[Stored data entries]
BEGIN

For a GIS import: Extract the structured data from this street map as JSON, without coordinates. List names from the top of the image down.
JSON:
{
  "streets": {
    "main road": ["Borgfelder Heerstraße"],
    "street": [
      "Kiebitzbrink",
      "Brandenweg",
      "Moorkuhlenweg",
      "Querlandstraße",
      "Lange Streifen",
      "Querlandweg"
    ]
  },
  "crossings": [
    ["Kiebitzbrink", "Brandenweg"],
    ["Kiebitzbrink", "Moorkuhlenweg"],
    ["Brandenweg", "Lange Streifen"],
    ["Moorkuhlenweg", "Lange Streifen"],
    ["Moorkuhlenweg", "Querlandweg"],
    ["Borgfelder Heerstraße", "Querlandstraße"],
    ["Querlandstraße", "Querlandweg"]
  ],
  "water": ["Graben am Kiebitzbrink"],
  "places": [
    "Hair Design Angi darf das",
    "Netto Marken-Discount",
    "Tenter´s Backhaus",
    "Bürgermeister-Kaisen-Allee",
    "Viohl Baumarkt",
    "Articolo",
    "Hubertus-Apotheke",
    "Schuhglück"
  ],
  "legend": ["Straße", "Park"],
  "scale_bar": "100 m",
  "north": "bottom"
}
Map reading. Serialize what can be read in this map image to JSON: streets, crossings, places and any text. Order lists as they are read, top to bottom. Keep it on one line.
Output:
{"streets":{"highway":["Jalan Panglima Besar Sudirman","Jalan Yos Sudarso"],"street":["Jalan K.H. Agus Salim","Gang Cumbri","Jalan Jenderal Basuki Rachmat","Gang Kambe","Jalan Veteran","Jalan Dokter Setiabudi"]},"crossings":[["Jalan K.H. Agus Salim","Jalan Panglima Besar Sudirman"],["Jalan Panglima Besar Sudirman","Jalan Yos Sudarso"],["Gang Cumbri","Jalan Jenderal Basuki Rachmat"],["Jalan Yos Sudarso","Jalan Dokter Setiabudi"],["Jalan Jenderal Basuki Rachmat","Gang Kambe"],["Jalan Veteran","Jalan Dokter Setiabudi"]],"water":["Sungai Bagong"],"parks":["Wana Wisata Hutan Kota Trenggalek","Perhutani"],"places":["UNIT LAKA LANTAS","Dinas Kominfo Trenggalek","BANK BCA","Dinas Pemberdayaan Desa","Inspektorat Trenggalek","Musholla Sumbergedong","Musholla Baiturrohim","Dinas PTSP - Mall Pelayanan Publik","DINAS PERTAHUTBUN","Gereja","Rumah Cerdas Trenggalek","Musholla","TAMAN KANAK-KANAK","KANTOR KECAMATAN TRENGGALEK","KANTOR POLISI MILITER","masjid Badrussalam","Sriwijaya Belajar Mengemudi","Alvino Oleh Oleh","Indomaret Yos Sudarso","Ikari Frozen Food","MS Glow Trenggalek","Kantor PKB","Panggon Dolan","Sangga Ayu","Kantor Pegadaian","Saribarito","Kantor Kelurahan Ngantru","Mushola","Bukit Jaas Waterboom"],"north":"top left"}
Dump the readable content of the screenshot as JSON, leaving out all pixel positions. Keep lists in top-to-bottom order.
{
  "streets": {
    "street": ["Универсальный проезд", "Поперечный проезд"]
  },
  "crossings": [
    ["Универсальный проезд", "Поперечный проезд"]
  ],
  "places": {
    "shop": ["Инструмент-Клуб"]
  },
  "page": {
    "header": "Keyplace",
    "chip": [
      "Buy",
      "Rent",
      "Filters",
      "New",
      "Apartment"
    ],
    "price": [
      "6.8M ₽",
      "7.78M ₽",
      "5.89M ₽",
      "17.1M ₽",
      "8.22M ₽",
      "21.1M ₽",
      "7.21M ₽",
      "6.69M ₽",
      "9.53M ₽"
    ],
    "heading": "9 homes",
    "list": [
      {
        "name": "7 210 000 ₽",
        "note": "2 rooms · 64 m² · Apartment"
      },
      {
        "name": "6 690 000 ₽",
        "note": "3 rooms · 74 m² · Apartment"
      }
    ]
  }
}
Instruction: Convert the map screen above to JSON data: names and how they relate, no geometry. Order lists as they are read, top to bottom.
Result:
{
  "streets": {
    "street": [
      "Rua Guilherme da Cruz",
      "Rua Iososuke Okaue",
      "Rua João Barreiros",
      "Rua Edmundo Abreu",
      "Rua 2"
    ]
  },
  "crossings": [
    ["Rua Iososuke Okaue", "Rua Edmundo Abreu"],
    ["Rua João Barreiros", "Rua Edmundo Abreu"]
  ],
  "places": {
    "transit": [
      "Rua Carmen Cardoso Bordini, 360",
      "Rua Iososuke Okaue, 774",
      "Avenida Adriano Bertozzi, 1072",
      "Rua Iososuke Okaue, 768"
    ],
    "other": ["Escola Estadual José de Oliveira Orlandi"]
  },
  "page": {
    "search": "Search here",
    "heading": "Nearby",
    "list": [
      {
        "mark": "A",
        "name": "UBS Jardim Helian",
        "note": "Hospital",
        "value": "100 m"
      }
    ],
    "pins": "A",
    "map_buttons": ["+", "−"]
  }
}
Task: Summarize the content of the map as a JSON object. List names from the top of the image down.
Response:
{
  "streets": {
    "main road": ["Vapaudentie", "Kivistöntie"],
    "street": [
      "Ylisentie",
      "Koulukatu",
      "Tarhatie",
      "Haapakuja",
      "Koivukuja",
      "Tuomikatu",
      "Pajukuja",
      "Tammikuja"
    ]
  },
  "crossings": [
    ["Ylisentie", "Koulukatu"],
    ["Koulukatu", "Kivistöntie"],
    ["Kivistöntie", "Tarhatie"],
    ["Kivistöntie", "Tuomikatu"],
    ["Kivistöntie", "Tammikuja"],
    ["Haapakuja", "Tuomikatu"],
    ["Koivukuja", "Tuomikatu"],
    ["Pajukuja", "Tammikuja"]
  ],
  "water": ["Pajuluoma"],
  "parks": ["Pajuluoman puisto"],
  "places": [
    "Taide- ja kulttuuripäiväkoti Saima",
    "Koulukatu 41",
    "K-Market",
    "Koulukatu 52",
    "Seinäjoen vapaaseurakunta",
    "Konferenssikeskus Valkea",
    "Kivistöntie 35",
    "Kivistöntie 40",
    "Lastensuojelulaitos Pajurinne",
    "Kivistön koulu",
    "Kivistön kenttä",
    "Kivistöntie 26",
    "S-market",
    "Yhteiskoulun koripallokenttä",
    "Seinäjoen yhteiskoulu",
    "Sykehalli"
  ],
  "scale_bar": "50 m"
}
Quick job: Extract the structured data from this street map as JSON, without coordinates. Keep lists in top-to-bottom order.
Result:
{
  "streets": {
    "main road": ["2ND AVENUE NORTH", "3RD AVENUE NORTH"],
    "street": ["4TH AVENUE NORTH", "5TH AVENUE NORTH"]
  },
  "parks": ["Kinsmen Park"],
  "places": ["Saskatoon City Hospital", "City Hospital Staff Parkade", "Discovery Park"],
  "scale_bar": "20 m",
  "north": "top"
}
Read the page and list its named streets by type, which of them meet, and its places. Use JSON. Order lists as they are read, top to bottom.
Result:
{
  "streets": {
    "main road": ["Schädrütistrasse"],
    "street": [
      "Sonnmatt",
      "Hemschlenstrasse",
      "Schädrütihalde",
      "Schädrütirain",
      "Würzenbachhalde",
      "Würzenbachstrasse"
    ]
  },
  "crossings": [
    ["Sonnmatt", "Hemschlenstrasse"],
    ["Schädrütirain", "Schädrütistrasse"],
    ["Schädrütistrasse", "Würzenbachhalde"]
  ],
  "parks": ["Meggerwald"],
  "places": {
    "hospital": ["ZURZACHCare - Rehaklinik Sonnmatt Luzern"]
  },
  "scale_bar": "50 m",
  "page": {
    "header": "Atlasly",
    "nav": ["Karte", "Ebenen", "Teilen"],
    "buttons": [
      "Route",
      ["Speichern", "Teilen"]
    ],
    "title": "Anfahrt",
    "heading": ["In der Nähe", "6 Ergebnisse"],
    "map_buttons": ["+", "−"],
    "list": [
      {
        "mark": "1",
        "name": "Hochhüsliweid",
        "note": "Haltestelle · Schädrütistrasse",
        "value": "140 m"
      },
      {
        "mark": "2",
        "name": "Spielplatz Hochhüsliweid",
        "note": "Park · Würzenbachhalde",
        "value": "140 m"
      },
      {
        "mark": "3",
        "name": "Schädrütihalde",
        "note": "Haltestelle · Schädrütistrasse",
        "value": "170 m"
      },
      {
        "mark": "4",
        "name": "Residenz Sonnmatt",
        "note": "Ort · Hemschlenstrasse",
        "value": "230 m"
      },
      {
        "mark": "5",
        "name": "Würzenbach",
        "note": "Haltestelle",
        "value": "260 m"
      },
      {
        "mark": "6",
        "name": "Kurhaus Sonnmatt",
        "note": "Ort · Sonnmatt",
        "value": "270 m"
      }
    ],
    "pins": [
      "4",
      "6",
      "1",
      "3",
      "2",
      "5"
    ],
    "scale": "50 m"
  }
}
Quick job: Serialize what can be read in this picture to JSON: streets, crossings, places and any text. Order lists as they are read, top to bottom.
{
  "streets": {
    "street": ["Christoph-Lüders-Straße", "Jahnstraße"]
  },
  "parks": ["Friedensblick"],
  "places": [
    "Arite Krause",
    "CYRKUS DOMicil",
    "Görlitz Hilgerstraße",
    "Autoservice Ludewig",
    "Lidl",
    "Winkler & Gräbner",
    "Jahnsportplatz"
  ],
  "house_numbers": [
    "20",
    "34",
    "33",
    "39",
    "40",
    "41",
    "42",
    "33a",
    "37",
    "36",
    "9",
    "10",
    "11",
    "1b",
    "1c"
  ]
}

END

▶ [REQUIREMENT] Reproduce each line of the records in which "Schädrütistrasse" appears.

▶ [THE ANSWER]
    "main road": ["Schädrütistrasse"],
    ["Schädrütirain", "Schädrütistrasse"],
    ["Schädrütistrasse", "Würzenbachhalde"]
        "note": "Haltestelle · Schädrütistrasse",
        "note": "Haltestelle · Schädrütistrasse",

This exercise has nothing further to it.